Читаем По страницам «Войны и мира». Заметки о романе Л. Н. Толстого «Война и мир» полностью

Старая графиня – прежде всего мать, и мы уже видели, что слепая страсть материнства может толкнуть её на поступок, по меньшей мере, неблагородный. Но когда она отказалась дать подводы раненым, Наташа в своём бурном порыве пристыдила мать. Почему же теперь Наташа молчит? Ведь сожгла же она себе руку линейкой, чтобы доказать любовь к Соне, – оказывается, совершить этот смелый детский поступок было куда легче, чем изо дня в день спорить с матерью из-за Сони.

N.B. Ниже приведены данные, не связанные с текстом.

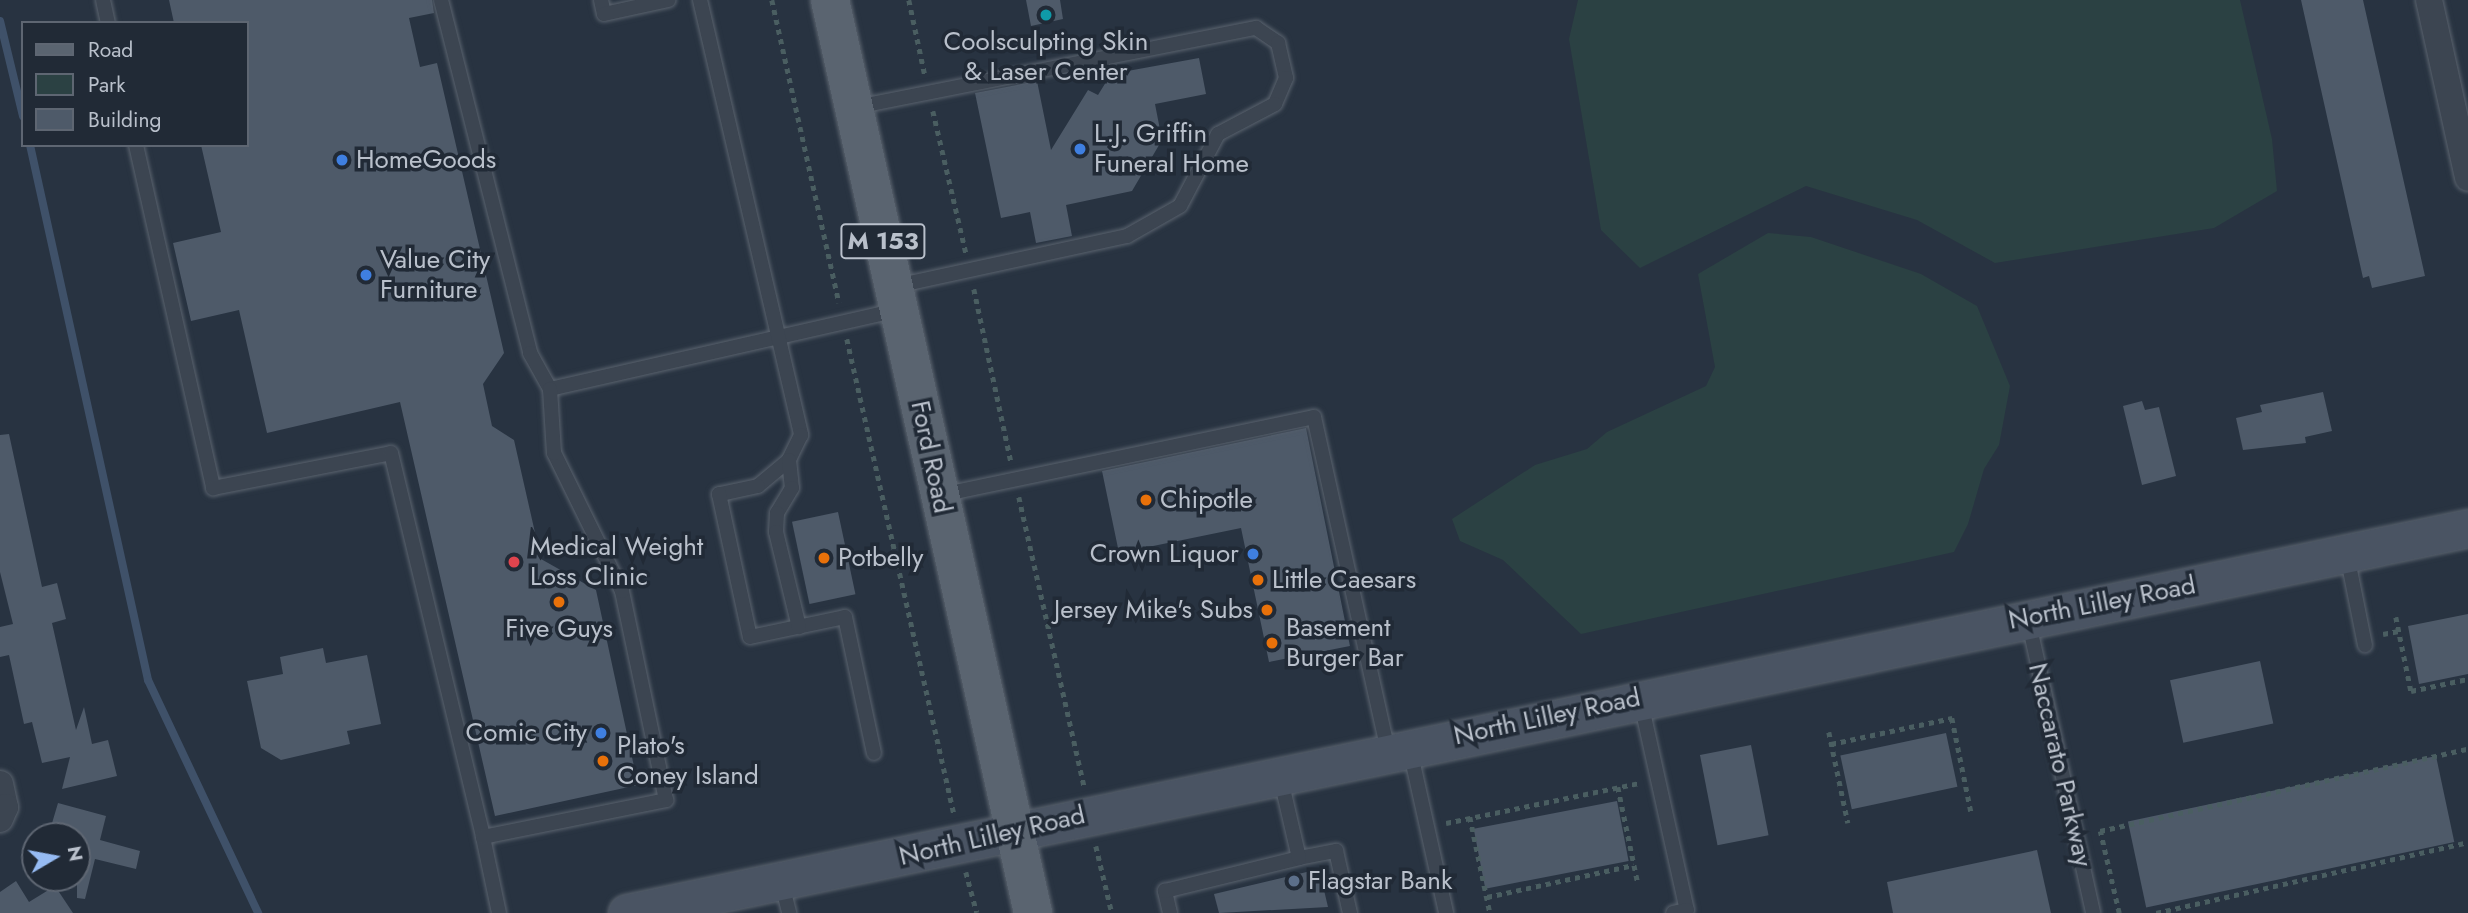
<!DOCTYPE html>
<html>
<head>
<meta charset="utf-8">
<style>
  body { margin:0 }
  #map { position:relative; width:2468px; height:913px; overflow:hidden; background:#283341; font-family:Jost,sans-serif }
  div>[style] { position:absolute }
  .green>* { inset:0; background:#2b4143 }
  .stream>* { height:8px; margin:-4px; padding:0 4px; transform-origin:4px; border-radius:4px; background:#3f5169 }
  .building>* { inset:0; background:#4e5a69; transform-origin:0 0 }
  .path>* { height:4.5px; margin-top:-2.25px; transform-origin:0; background:repeating-linear-gradient(90deg,#4a5e61 0 5px,transparent 0 10px) }
  .roads { filter:drop-shadow(0 0 2px #5a636e) drop-shadow(0 0 2px #5a636e) }
  .lane>* { height:14px; margin:-7px; padding:0 7px; transform-origin:7px; border-radius:7px; background:#3c4551 }
  .street>* { height:26px; margin:-13px; padding:0 13px; transform-origin:13px; border-radius:13px; background:#3c4551 }
  .secondary>* { height:37px; margin:-18.5px; padding:0 18.5px; transform-origin:18.5px; border-radius:18.5px; background:#4a5463 }
  .primary>* { height:38px; margin:-19px; padding:0 19px; transform-origin:19px; border-radius:19px; background:#5a6470 }
  .dots>* { width:19px; height:19px; translate:-50% -50%; box-sizing:border-box; border:4px solid #212a36; border-radius:50% }
  span { translate:-50% -50%; white-space:nowrap; text-align:center; line-height:1.15; -webkit-text-stroke:7px #212a36; paint-order:stroke }
  .shield-label span { padding:2px 5px; background:#212a36; border:2px solid; border-radius:5px; -webkit-text-stroke-width:0 }
  .shield-label { font-size:24px; color:#b9c0cb; font-weight:700 }
  .poi-label { font-size:26px; color:#b9c0cb }
  .left { translate:0 -50%; text-align:left }
  .right { translate:-100% -50%; text-align:right }
  .street-label { font-size:26px; color:#b9c0cb }
  .legend { position:absolute; left:21px; top:21px; width:228px; height:126px; box-sizing:border-box; background:#212a36; border:2px solid #5e6672; margin:0; padding:9px 12px; list-style:none; font-size:21px; color:#b9c0cb }
  .legend li { display:flex; align-items:center; gap:14px; height:35px }
  .legend b { width:35px; border:2px solid #5e6672 }
  .north { position:absolute; left:21px; top:822px; width:70px; height:70px; box-sizing:border-box; background:#212a36; border:2px solid #5e6672; border-radius:50%; rotate:80deg; font-size:19px; font-weight:700; line-height:28px; text-align:center; color:#b9c0cb }
  .north::after { content:''; display:block; margin:auto; width:24px; height:32px; background:#96bbf3; clip-path:polygon(50% 0,100% 100%,50% 72%,0 100%) }
</style>
</head>
<body>
<div id="map">
  <div class="green">
    <div style="clip-path:polygon(1578px 0,2240px 0,2272px 139px,2277px 191px,2214px 228px,1995px 263px,1917px 220px,1806px 186px,1640px 268px,1601px 230px,1569px 39px)"></div>
    <div style="clip-path:polygon(1768px 233px,1811px 237px,1921px 274px,1977px 306px,2010px 386px,1999px 445px,1984px 469px,1968px 524px,1954px 552px,1581px 634px,1503px 560px,1460px 541px,1452px 519px,1535px 465px,1587px 449px,1607px 432px,1706px 386px,1715px 367px,1698px 274px)"></div>
  </div>
  <div class="stream">
    <div style="left:0;top:21px;width:98px;rotate:76.4deg"></div>
    <div style="left:30px;top:145px;width:548px;rotate:77.56deg"></div>
    <div style="left:148px;top:680px;width:258px;rotate:64.7deg"></div>
  </div>
  <div class="building">
    <div style="clip-path:polygon(169px 0,432px 0,434px 13px,409px 18px,420px 67px,437px 63px,504px 353px,483px 384px,492px 426px,514px 440px,541px 559px,596px 590px,638px 785px,495px 816px,400px 402px,267px 433px,239px 310px,191px 321px,173px 243px,221px 232px,201px 145px,247px 145px,247px 23px,174px 23px)"></div>
    <div style="clip-path:polygon(1026px 0,1060px 0,1063px 19px,1031px 26px)"></div>
    <div style="clip-path:polygon(2301px 0,2363px 0,2425px 276px,2372px 288px,2369px 276px,2363px 278px)"></div>
    <div style="clip-path:polygon(1199px 58px,1206px 94px,1155px 104px,1162px 140px,1132px 191px,1066px 205px,1072px 236px,1036px 243px,1030px 212px,1001px 218px,975px 93px,1037px 81px,1051px 150px,1088px 90px,1098px 95px,1111px 74px)"></div>
    <div style="clip-path:polygon(2323px 392px,2332px 431px,2305px 437px,2306px 443px,2243px 450px,2236px 418px,2262px 412px,2260px 405px)"></div>
    <div style="clip-path:polygon(2142px 401px,2145px 410px,2159px 407px,2176px 476px,2142px 485px,2123px 406px)"></div>
    <div style="clip-path:polygon(1306px 428px,1350px 646px,1269px 662px,1241px 528px,1119px 553px,1102px 471px)"></div>
    <div style="clip-path:polygon(9px 434px,42px 587px,57px 583px,66px 619px,52px 623px,76px 730px,84px 707px,92px 744px,108px 740px,117px 776px,62px 789px,70px 757px,42px 763px,32px 722px,24px 724px,9px 655px,0 657px,0 627px,13px 624px,0 572px,0 435px)"></div>
    <div style="left:838px;top:512px;width:84px;height:47px;rotate:78deg"></div>
    <div style="clip-path:polygon(2468px 614px,2468px 674px,2419px 684px,2408px 626px)"></div>
    <div style="clip-path:polygon(323px 648px,326px 663px,367px 655px,381px 724px,347px 731px,350px 744px,281px 760px,261px 748px,247px 681px,283px 674px,280px 657px)"></div>
    <div style="left:2260px;top:661px;width:64px;height:92px;rotate:78deg"></div>
    <div style="left:1946px;top:733px;width:55px;height:108px;rotate:78deg"></div>
    <div style="left:1751px;top:745px;width:92px;height:52px;rotate:79deg"></div>
    <div style="left:2436px;top:756px;width:88px;height:315px;rotate:78deg"></div>
    <div style="left:1617px;top:801px;width:61px;height:146px;rotate:79deg"></div>
    <div style="clip-path:polygon(58px 803px,106px 816px,100px 840px,140px 851px,136px 869px,95px 859px,85px 899px,77px 898px,77px 836px,50px 830px)"></div>
    <div style="clip-path:polygon(2037px 850px,2051px 913px,1893px 913px,1887px 882px)"></div>
    <div style="clip-path:polygon(1319px 869px,1328px 907px,1219px 913px,1214px 894px)"></div>
    <div style="clip-path:polygon(16px 881px,29px 902px,55px 886px,73px 913px,0 913px,0 892px)"></div>
  </div>
  <div class="path">
    <div style="left:772px;top:0;width:310px;rotate:77.5deg"></div>
    <div style="left:909px;top:0;width:77px;rotate:78deg"></div>
    <div style="left:933px;top:111px;width:146px;rotate:76.9deg"></div>
    <div style="left:974px;top:289px;width:176px;rotate:77.9deg"></div>
    <div style="left:847px;top:339px;width:488px;rotate:77.3deg"></div>
    <div style="left:1019px;top:497px;width:296px;rotate:77.3deg"></div>
    <div style="left:2396px;top:617px;width:76px;rotate:78.5deg"></div>
    <div style="left:2411px;top:691px;width:58px;rotate:-11.9deg"></div>
    <div style="left:2383px;top:634px;width:16px;rotate:-11deg"></div>
    <div style="left:1829px;top:732px;width:93px;rotate:78.2deg"></div>
    <div style="left:1831px;top:744px;width:124px;rotate:-12.1deg"></div>
    <div style="left:1952px;top:718px;width:95px;rotate:78.5deg"></div>
    <div style="left:1618px;top:787px;width:99px;rotate:78.3deg"></div>
    <div style="left:1470px;top:817px;width:98px;rotate:78.2deg"></div>
    <div style="left:1446px;top:823px;width:198px;rotate:-11.7deg"></div>
    <div style="left:1096px;top:846px;width:69px;rotate:76.6deg"></div>
    <div style="left:966px;top:872px;width:42px;rotate:75deg"></div>
    <div style="left:1487px;top:897px;width:150px;rotate:-12.3deg"></div>
    <div style="left:2119px;top:913px;width:84px;rotate:-103deg"></div>
    <div style="left:2100px;top:831px;width:377px;rotate:-12.6deg"></div>
    <div style="left:2156px;top:913px;width:320px;rotate:-12.8deg"></div>
  </div>
  <div class="roads">
    <div class="lane">
      <div style="left:103px;top:0;width:24px;rotate:78deg"></div>
      <div style="left:441px;top:0;width:364px;rotate:75.8deg"></div>
      <div style="left:530px;top:353px;width:41px;rotate:60.9deg"></div>
      <div style="left:550px;top:389px;width:356px;rotate:-12.8deg"></div>
      <div style="left:601px;top:0;width:14px;rotate:78deg"></div>
      <div style="left:604px;top:14px;width:66px;rotate:-12.3deg"></div>
      <div style="left:700px;top:0;width:447px;rotate:76.9deg"></div>
      <div style="left:801px;top:435px;width:28px;rotate:116deg"></div>
      <div style="left:789px;top:460px;width:40px;rotate:140deg"></div>
      <div style="left:758px;top:486px;width:40px;rotate:168deg"></div>
      <div style="left:719px;top:494px;width:146px;rotate:77.8deg"></div>
      <div style="left:750px;top:637px;width:97px;rotate:-11.9deg"></div>
      <div style="left:845px;top:617px;width:139px;rotate:78deg"></div>
      <div style="left:856px;top:107px;width:408px;rotate:-11.2deg"></div>
      <div style="left:1256px;top:28px;width:27px;rotate:34deg"></div>
      <div style="left:1278px;top:43px;width:36px;rotate:77deg"></div>
      <div style="left:1286px;top:78px;width:28px;rotate:113deg"></div>
      <div style="left:1275px;top:104px;width:64px;rotate:152.2deg"></div>
      <div style="left:1218px;top:134px;width:81px;rotate:117.8deg"></div>
      <div style="left:1180px;top:206px;width:61px;rotate:150.5deg"></div>
      <div style="left:1127px;top:236px;width:237px;rotate:167.8deg"></div>
      <div style="left:136px;top:145px;width:352px;rotate:77.3deg"></div>
      <div style="left:213px;top:488px;width:181px;rotate:-11.1deg"></div>
      <div style="left:391px;top:453px;width:395px;rotate:76.5deg"></div>
      <div style="left:789px;top:460px;width:28px;rotate:84deg"></div>
      <div style="left:792px;top:488px;width:29px;rotate:121deg"></div>
      <div style="left:777px;top:513px;width:19px;rotate:93deg"></div>
      <div style="left:776px;top:532px;width:98px;rotate:76.4deg"></div>
      <div style="left:941px;top:495px;width:381px;rotate:-11.8deg"></div>
      <div style="left:1314px;top:417px;width:342px;rotate:77.5deg"></div>
      <div style="left:2347px;top:555px;width:92px;rotate:78.7deg"></div>
      <div style="left:2028px;top:619px;width:301px;rotate:77.5deg"></div>
      <div style="left:1641px;top:703px;width:212px;rotate:77.5deg"></div>
      <div style="left:1687px;top:910px;width:14px;rotate:168deg"></div>
      <div style="left:1410px;top:750px;width:167px;rotate:77.5deg"></div>
      <div style="left:1299px;top:858px;width:38px;rotate:-11deg"></div>
      <div style="left:1336px;top:851px;width:64px;rotate:77.3deg"></div>
      <div style="left:782px;top:884px;width:30px;rotate:76deg"></div>
      <div style="left:499px;top:913px;width:78px;rotate:-101.9deg"></div>
      <div style="left:483px;top:837px;width:187px;rotate:-11.4deg"></div>
      <div style="left:666px;top:800px;width:214px;rotate:-101.9deg"></div>
      <div style="left:622px;top:591px;width:154px;rotate:-116.2deg"></div>
      <div style="left:554px;top:453px;width:64px;rotate:-93.6deg"></div>
      <div style="left:1170px;top:913px;width:23px;rotate:-103deg"></div>
      <div style="left:1165px;top:891px;width:138px;rotate:-13.8deg"></div>
      <div style="left:1299px;top:858px;width:84px;rotate:-103deg"></div>
    </div>
    <div class="street">
      <div style="left:2429px;top:0;width:182px;rotate:77.6deg"></div>
      <div style="left:0;top:784px;width:24px;rotate:78deg"></div>
      <div style="left:5px;top:807px;width:13px;rotate:113deg"></div>
    </div>
    <div class="secondary">
      <div style="left:627px;top:913px;width:1881px;rotate:-11.81deg"></div>
    </div>
    <div class="primary">
      <div style="left:830px;top:0;width:935px;rotate:77.46deg"></div>
    </div>
  </div>
  <div class="dots">
    <div style="left:1046px;top:15px;background:#0f9aa8"></div>
    <div style="left:1080px;top:149px;background:#3f7fe0"></div>
    <div style="left:342px;top:160px;background:#3f7fe0"></div>
    <div style="left:366px;top:275px;background:#3f7fe0"></div>
    <div style="left:1146px;top:500px;background:#e8710a"></div>
    <div style="left:1253px;top:554px;background:#3f7fe0"></div>
    <div style="left:824px;top:558px;background:#e8710a"></div>
    <div style="left:514px;top:562px;background:#e0444e"></div>
    <div style="left:1258px;top:580px;background:#e8710a"></div>
    <div style="left:559px;top:602px;background:#e8710a"></div>
    <div style="left:1267px;top:610px;background:#e8710a"></div>
    <div style="left:1272px;top:643px;background:#e8710a"></div>
    <div style="left:601px;top:733px;background:#3f7fe0"></div>
    <div style="left:603px;top:761px;background:#e8710a"></div>
    <div style="left:1294px;top:881px;background:#5c6f8a"></div>
  </div>
  <div class="shield-label">
    <span style="left:883px;top:241px">M 153</span>
  </div>
  <div class="poi-label">
    <span style="left:1046px;top:57px">Coolsculpting Skin<br>&amp; Laser Center</span>
    <span class="left" style="left:1094px;top:149px">L.J. Griffin<br>Funeral Home</span>
    <span class="left" style="left:356px;top:160px">HomeGoods</span>
    <span class="left" style="left:380px;top:275px">Value City<br>Furniture</span>
    <span class="left" style="left:1160px;top:500px">Chipotle</span>
    <span class="left" style="left:530px;top:562px">Medical Weight<br>Loss Clinic</span>
    <span class="right" style="left:1239px;top:554px">Crown Liquor</span>
    <span class="left" style="left:838px;top:558px">Potbelly</span>
    <span class="left" style="left:1272px;top:580px">Little Caesars</span>
    <span class="right" style="left:1253px;top:610px">Jersey Mike's Subs</span>
    <span class="left" style="left:1286px;top:643px">Basement<br>Burger Bar</span>
    <span style="left:559px;top:629px">Five Guys</span>
    <span class="right" style="left:587px;top:733px">Comic City</span>
    <span class="left" style="left:617px;top:761px">Plato's<br>Coney Island</span>
    <span class="left" style="left:1308px;top:881px">Flagstar Bank</span>
  </div>
  <div class="street-label">
    <span style="left:931px;top:457px;rotate:78deg">Ford Road</span>
    <span style="left:2102px;top:603px;rotate:-11deg">North Lilley Road</span>
    <span style="left:1547px;top:717px;rotate:-12deg">North Lilley Road</span>
    <span style="left:2060px;top:765px;rotate:77deg">Naccarato Parkway</span>
    <span style="left:992px;top:836px;rotate:-13deg">North Lilley Road</span>
  </div>
  <ul class="legend">
  <li><b style="height:9px;background:#5a6470"></b>Road</li>
  <li><b style="height:19px;background:#2b4143"></b>Park</li>
  <li><b style="height:19px;background:#4e5a69"></b>Building</li>
  </ul>
  <div class="north">N</div>
</div>
</body>
</html>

Наташе не до того. Возле неё раненый, умирающий князь Андрей – может ли она во всю силу души думать о Соне? Да и любит она свою мать, как вступить с ней в долгий, непрерывный конфликт? Нельзя осудить Наташу, но Соне от этого не легче – старая графиня в своём страстном материнстве поступает неблагородно, и некому удержать её.

Хотелось бы думать, что любовь всегда – высокое, очищающее чувство. Но это не так: любовь бывает и нечистой, и бесчестной. Достаточно вспомнить Пьера, с его тёмной страстью к Элен, или низкое, зверское чувство Анатоля к Наташе, да и стыдную влюблённость, толкнувшую Наташу к Анатолю.

Но материнская любовь – самое чистое, самое бескорыстное из всех чувств! И она может обернуться низостью, если не контролировать её разумом, если в этом высшем из проявлений человечности отказаться от сомнений, позволить себе всё и не упрекать себя.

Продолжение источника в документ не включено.